Tilburg University has been known by many names since it was established in 1927. It started life as the Roman Catholic University of Commerce, before making its way through the names Catholic Economic University, Catholic University Tilburg, and Catholic University Brabant before officially arriving at its current title in 2010.
In 1969, protesting students gave Tilburg another unofficial name, christening it renamed the Karl Marx University and calling for the revolutionary socialist philosopher’s ideas to be more reflected in the curriculum. It led to the 1971 bill of Educational Reform, which put more decision-making power in the hands of students across the Netherlands.

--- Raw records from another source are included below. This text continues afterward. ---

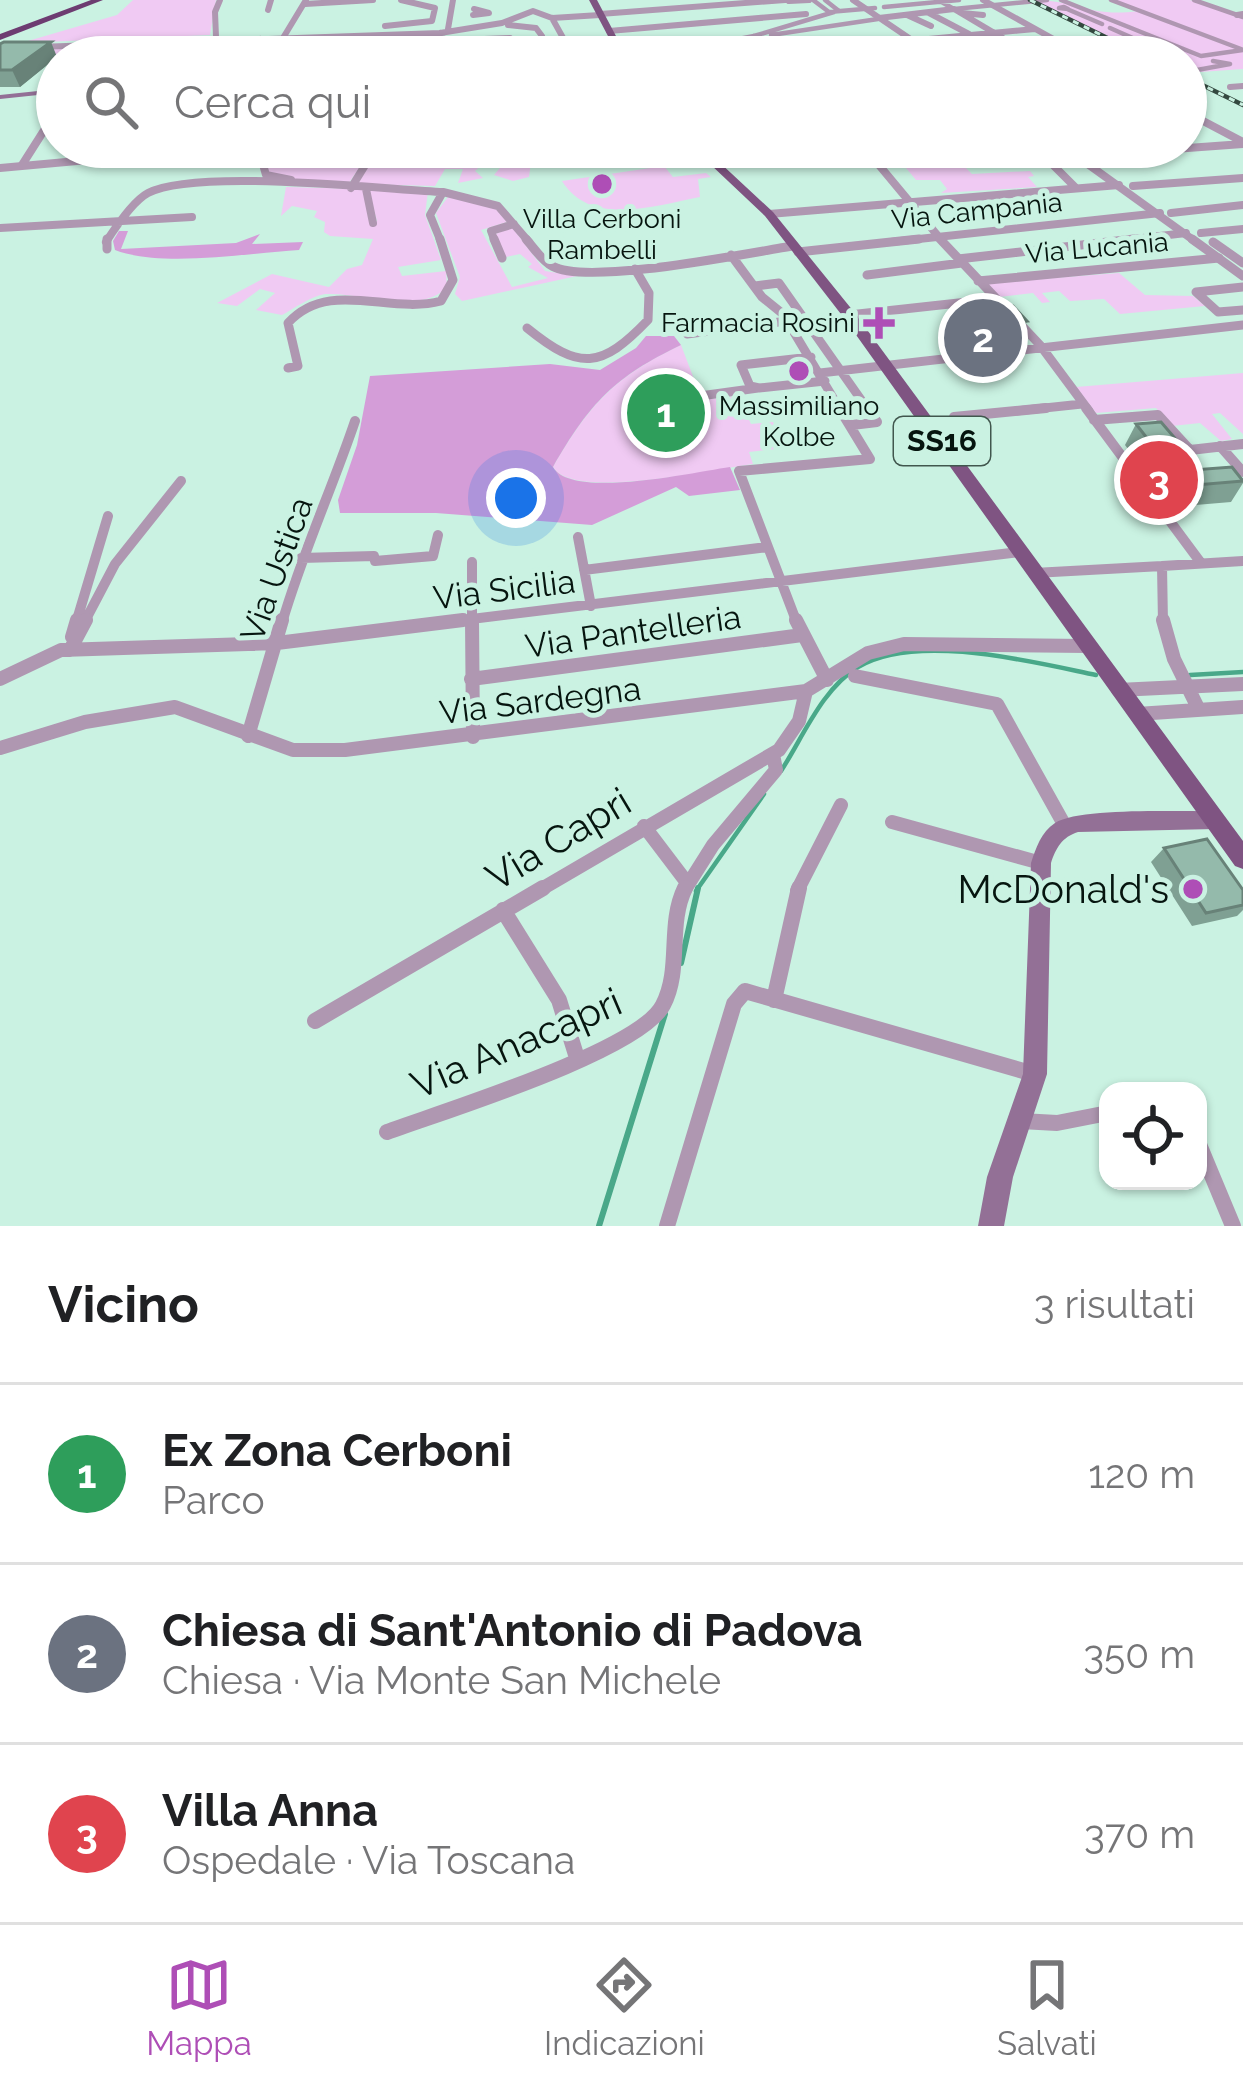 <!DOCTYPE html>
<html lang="it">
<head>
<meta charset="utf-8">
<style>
	body { margin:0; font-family:Raleway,sans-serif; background:#f6f6f6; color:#202124 }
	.controls { position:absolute; right:36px; bottom:36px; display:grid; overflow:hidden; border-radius:24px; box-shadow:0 3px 9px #0004 }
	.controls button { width:108px; height:108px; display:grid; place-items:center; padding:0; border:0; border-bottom:3px solid #e0e0e0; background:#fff; color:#202124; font:60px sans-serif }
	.you { position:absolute; left:516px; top:498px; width:42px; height:42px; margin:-30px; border:9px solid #fff; border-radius:50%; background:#1a73e8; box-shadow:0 0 0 18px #1a73e833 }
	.badge { display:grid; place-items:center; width:78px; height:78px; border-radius:50%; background:#ae4eb6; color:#fff; font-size:39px; font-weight:700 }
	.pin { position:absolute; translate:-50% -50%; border:6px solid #fff; box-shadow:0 3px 12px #0006 }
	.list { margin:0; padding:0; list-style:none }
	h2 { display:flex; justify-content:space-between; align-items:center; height:156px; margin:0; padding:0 48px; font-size:51px }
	h2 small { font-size:39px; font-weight:400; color:#757577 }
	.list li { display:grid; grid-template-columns:78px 1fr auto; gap:36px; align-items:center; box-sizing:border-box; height:180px; padding:0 48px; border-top:3px solid #e0e0e0 }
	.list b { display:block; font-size:45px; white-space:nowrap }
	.list p { margin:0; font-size:39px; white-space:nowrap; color:#757577 }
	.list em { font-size:39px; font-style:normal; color:#757577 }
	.icon { flex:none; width:66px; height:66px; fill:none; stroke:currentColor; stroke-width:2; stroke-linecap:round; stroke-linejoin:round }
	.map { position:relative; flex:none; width:1243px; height:1226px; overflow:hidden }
	.search { position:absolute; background:#fff; box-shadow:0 3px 9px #0004; left:36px; right:36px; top:36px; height:132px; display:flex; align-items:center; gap:30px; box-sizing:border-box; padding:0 42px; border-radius:66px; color:#757577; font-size:45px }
	.sheet { height:696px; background:#fff }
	nav { display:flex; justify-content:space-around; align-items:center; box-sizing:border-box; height:168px; border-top:3px solid #e0e0e0; background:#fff; font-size:33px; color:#757577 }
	nav a { display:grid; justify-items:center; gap:6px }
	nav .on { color:#ae4eb6 }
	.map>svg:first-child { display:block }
	.green { fill:#f0caf3 }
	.forest { fill:#d49dd8 }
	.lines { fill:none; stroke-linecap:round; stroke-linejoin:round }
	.stream-far1 { stroke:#49a889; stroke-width:4.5 }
	.stream { stroke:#49a889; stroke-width:6 }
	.pedestrian { stroke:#af97b1; stroke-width:4.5 }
	.minor-far5 { stroke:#af97b1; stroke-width:6 }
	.minor-far4 { stroke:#af97b1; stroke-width:8 }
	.minor-far3 { stroke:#af97b1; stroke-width:9 }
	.minor-far2 { stroke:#af97b1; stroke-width:10 }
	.minor-far1 { stroke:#af97b1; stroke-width:14 }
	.minor { stroke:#af97b1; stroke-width:16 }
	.tertiary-far2 { stroke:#af97b1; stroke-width:6 }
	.tertiary-far1 { stroke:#af97b1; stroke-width:8 }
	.tertiary { stroke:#af97b1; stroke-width:9 }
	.secondary { fill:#937096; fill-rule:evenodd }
	.primary { fill:#7f5482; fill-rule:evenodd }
	.motorway { fill:#6d3c71; fill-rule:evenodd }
	.rail-casing { stroke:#344940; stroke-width:4.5 }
	.rail { stroke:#caf2e2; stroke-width:3; stroke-dasharray:6; stroke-linecap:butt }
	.wall { fill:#7fa093 }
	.shaded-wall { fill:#688278 }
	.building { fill:#94baab; stroke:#688278; stroke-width:3 }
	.poi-dot { fill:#ae4eb6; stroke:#caf2e2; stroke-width:4.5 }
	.labels { text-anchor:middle; stroke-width:10; stroke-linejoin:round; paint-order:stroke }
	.far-street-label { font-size:27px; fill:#06150f; stroke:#caf2e2 }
	.far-poi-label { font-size:27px; fill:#06150f; stroke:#caf2e2 }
	.shield { fill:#caf2e2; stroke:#41574e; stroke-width:3 }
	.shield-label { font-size:30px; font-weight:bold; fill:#06150f }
	.street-label { font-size:33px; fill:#06150f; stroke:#caf2e2 }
	.near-street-label { font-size:39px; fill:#06150f; stroke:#caf2e2 }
	.near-poi-label { font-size:39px; fill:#06150f; stroke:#caf2e2; text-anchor:end }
</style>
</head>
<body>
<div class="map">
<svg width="1243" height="1226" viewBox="0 0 1243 1226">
	<rect width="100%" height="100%" fill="#caf2e2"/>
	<path class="green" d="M133,0H216L210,35L21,43L117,15Z
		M1033,0C1077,0 1092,18 1138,11L1111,0H1190L1243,19V69L1186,73V57H1148Z
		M255,39L230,57H197L198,48L141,57L11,58L24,49Z
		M263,147H297L312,154C368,156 437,168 491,151L488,147H533L529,177L513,181L494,175L504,163L486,161L475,171L483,178L458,183L463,169H445L435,186L358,184L367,168L360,167L348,184L288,183L269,173L266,162L276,157L262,154Z
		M664,166L673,177L706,173L711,177L698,179L700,197C657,205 591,228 562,181Z
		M965,167L972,174L1030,171L1034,176L1028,177L1037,187L941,193L947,189L940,180H916L906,168Z
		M286,187L364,189L370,223L377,221L368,189L428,191L425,215L441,260L398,267L402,276L446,271L447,288C415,316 364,292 325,294C311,296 295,308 282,315L256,310L275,293L260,289L237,306L217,303L272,274L329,287L347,269L362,265L373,239L330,236L324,232L325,222L314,217L317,211L292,206L281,216Z
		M448,197L496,209L507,222L481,230L512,287L548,278L528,267L532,264L520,254L506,257L493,235L512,227L545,271L577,276L462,301L455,294L460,277L436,213Z
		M1119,273L1145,295L1193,296L1205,306L1120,314L1104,299L1070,301L1059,291L1042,293L1050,302L1042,303L1033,293L999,297L985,283Z
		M681,345L702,400L738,396L751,424L773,422L785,448L749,452L753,464C715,469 573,501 553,467C590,404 614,377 681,345Z
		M1243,373V434L1220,413L1212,414L1232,439L1221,441L1200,423L1172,426L1156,408L1096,413L1076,387Z"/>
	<path class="forest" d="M119,231H128L121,249L236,243L260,234L252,244L303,242L299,250C248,253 162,268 115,250L113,241Z
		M646,336H674L681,345C614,377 590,403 553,467C571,500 695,472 730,467L740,490L689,496L676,487L592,525L436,513H340L338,500L357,445L370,376L550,364L600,370L636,348Z"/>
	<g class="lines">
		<path class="stream-far1" d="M1190,675L1243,672
			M781,771C803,737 822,689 858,667C916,632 1033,662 1096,675
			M696,891L764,794"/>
		<path class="stream" d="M681,963L698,888
			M599,1226L665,1014"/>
		<path class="pedestrian" d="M813,0L829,12
			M825,0L839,11
			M938,0L954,9L1047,0
			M1061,0L1201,56L1243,50
			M1111,0L1241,49
			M1194,0L1243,17
			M884,7L959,0
			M1064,7L1068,9L1059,8Z
			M1067,9L1102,24
			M829,12L875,8
			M1110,28L1144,43
			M771,35L878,19
			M754,36L778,53
			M1151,45L1179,57
			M645,57L754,36L834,12
			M1186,72L1230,64L1213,61"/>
		<path class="minor-far5" d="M983,0L1086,57
			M789,1L809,0
			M305,4L373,0
			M268,10L271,0
			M929,13L969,34
			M962,13L983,15
			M600,14L785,0
			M473,15L489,13L474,9
			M907,15L931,26
			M1237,15L1243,14
			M552,18L572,54L568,57
			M879,18L954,9L1035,57
			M508,25L536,28L542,36
			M385,26L432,21L435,8L401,0
			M448,29L453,0
			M609,31L806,14
			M440,33L455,57
			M216,37L215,12L220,0
			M283,38L306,0
			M510,38L484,39L489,54L523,52
			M37,47L440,33L502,23L533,11L552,18L600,15
			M299,54H324
			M176,57L191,56
			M233,57L260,39
			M268,57L299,54L304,46H292
			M366,57L372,36
			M739,57L1035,29
			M1030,57L1075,53
			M1230,87L1243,86"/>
		<path class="minor-far4" d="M1186,112L1243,142
			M258,147L266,175L291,180
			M864,147L943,242
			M1043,155L1076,188
			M1091,155L1243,144
			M712,164L1072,153
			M22,165L57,110
			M1133,186L1243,178
			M351,188L364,167
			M366,189L373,223
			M1171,213L1243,205
			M769,214L1119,185
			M0,228L192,217
			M1201,233L1243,229
			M106,242C115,228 133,201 148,193C195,168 381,189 443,192
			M441,242L430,215L443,192L498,206L529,242
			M495,242L491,231L514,224
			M891,242L1160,213
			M1108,242L1186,233"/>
		<path class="minor-far3" d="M107,239V249
			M494,239L502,258
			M526,239C534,248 542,261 552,266C587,286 747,253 793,246
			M940,239L1040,345L1089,411
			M798,252L919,239
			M731,255L762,297L783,314L841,411
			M958,259L1134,239
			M867,275L962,263
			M978,281L1219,258
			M755,286L779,283L869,411
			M1243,287L1196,292L1218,312L1243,310
			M849,315L995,299
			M527,328C580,371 601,369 648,320L649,293L635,269
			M687,334L787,321
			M811,357L741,365L750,386L759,388L825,381
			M288,368L298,366L288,323C329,278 389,315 441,301L453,280L440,239
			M820,373L1243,325
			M700,396L758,388
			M1016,411L1082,404"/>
		<path class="minor-far2" d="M1086,408L1201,563
			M954,417L1046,408
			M1094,420L1158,415L1190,450L1243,444
			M852,425L877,422L867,408
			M1220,446L1243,472
			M578,537L591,606
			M301,558L374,556L375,561L433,556L438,535
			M472,562V623
			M584,570L767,547
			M1034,573L1162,566
			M76,623L108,516
			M84,623L115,564L181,481
			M282,623C302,554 332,489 355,421
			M439,623L1019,552
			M797,623L739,471L870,459L839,408
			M1163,623L1162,566L1243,561"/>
		<path class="minor-far1" d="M472,620L473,737
			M796,620L827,680
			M1163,620L1174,659L1198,708
			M72,637L77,620
			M70,650L86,620
			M855,676L997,704L1065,826
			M0,679L61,650L277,643L463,620
			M471,679L802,635
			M1118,690L1243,684
			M1137,714L1243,707
			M248,736L282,620
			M0,748L85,722L175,707L293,750H345L806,691L868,653L904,644L1087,646
			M892,822L1041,863
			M644,826L688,884
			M538,891L779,750L799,721L806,691
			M684,891L713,845L776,770L773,754
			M797,891L841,805"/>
		<path class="minor" d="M503,910L559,1000L577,1058
			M774,1000L799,888
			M315,1021L543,888
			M1021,1121L1057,1123L1108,1113
			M387,1132C441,1112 640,1051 663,1005C682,969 667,925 685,888
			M1198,1142L1233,1226
			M667,1226L734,1004L745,991L1034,1074"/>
		<path class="tertiary-far2" d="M853,0L937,57"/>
		<path class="tertiary-far1" d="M1064,147L1196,242
			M0,168L121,157L164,147"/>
		<path class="tertiary" d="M1192,239L1243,276
			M1213,242L1243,263"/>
		<path class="secondary" d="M57,89V93L0,99V95Z
			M1215,811L1222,814L1225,820L1222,826L1215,829L1078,832C1062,837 1056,848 1051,863L1047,1074L1013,1177L1004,1226H978L987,1177L1023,1074L1031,863C1036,848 1041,832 1055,823C1080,807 1181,812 1215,811Z"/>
		<path class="primary" d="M589,0H597L627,57H619Z
			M692,147H703L773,212L854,312L1243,841V869L1235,866L844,318L765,216Z"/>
		<path class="motorway" d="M91,0H103L0,40V34Z"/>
		<g class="rail-casing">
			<path id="rail" d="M1030,0L1146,57
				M1186,77L1243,105"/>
		</g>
		<use href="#rail" class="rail"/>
	</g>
	<path class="wall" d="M0,44L57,57L20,87H0Z
		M1027,321L1020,341L962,348L944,344L950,323Z
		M1136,424L1185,450L1181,456L1193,470L1243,479V483L1231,502L1172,507L1125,445Z
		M1164,848L1243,890V910L1237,916L1192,926L1151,862Z"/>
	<path class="shaded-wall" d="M51,42L57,57L20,87L12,70Z"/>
	<path class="building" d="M4,42H51L12,70H0V44Z
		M733,48L735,51L726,57H706L692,51Z
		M1013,306L1027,321L968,327L950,323L956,312Z
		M1161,422L1185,450L1176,451L1193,470L1232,467L1243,481L1184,486L1136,424Z
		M1207,839L1243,890V905L1206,913L1164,848Z"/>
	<g class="poi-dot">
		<circle cx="602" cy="184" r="12"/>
		<path d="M873 305h12v12h12v12h-12v12h-12v-12h-12v-12h12z"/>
		<circle cx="799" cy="371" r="12"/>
		<circle cx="1193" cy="889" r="12"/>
	</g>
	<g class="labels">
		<g class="far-street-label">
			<text transform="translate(977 211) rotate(-6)" y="9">Via Campania</text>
			<text transform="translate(1097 248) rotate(-5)" y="9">Via Lucania</text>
		</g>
		<g class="far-poi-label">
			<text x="602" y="228">Villa Cerboni<tspan x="602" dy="31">Rambelli</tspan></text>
			<text x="855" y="332" text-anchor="end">Farmacia Rosini</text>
			<text x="799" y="415">Massimiliano<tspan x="799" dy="31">Kolbe</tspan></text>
		</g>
		<rect class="shield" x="894" y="417" width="96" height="48" rx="9"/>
		<g class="shield-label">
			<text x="942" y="451">SS16</text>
		</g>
		<g class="street-label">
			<text transform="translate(276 569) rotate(-70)" y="12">Via Ustica</text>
			<text transform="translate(504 589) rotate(-7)" y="12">Via Sicilia</text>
			<text transform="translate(633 631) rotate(-8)" y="12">Via Pantelleria</text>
			<text transform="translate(540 700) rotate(-7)" y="12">Via Sardegna</text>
		</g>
		<g class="near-street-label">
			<text transform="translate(558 839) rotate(-31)" y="14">Via Capri</text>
			<text transform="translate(516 1043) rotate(-23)" y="14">Via Anacapri</text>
		</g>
		<g class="near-poi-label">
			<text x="1169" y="903">McDonald's</text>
		</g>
	</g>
</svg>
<div class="controls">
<button><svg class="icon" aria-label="locate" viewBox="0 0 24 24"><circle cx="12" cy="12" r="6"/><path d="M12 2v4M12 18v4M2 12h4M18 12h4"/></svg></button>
</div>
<div class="you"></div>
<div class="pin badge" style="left:666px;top:413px;background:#2e9e5b">1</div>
<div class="pin badge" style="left:983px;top:338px;background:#6b7280">2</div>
<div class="pin badge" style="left:1159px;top:480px;background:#e0444e">3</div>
<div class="search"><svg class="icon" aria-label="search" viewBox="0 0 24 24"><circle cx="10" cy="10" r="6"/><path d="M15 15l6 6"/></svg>Cerca qui</div>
</div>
<section class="sheet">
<h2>Vicino<small>3 risultati</small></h2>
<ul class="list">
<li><span class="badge" style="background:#2e9e5b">1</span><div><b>Ex Zona Cerboni</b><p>Parco</p></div><em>120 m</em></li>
<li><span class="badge" style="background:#6b7280">2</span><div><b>Chiesa di Sant'Antonio di Padova</b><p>Chiesa · Via Monte San Michele</p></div><em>350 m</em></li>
<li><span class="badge" style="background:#e0444e">3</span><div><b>Villa Anna</b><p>Ospedale · Via Toscana</p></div><em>370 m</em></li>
</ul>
</section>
<nav>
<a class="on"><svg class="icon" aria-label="map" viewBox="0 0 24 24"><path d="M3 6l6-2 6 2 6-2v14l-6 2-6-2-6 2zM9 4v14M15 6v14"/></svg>Mappa</a>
<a><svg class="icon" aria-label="directions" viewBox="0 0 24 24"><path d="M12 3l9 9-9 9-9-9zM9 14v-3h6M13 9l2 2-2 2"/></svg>Indicazioni</a>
<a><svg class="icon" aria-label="saved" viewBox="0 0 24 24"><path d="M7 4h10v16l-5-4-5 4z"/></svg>Salvati</a>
</nav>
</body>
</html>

The institution is still thought of as a Catholic university, despite dropping the religious reference from its name, and has a School of Catholic Theology. It has a strong reputation in business, law and economics.
Tilburg University in its earliest form was founded by, among others, Martinus Cobbenhagen, who was a professor of general theory and the history of economics at the institution from 1929 to 1954. Cobbenhagen was the first person in the Netherlands to argue that those practising economics should also adhere to a strong ethical code.
Among the university's notable alumni are Norbert Schmelzer, a former Dutch minister of foreign affairs. Ruud Lubbers, former prime minister of the Netherlands, taught at Tilburg University between 1995 and 2000 while chess grandmaster Max Euwe was a computer science professor at Tilburg in the 1960s.
As well as being known for the university, the city of Tilburg is famous for an annual 10-day funfair, which takes place each July.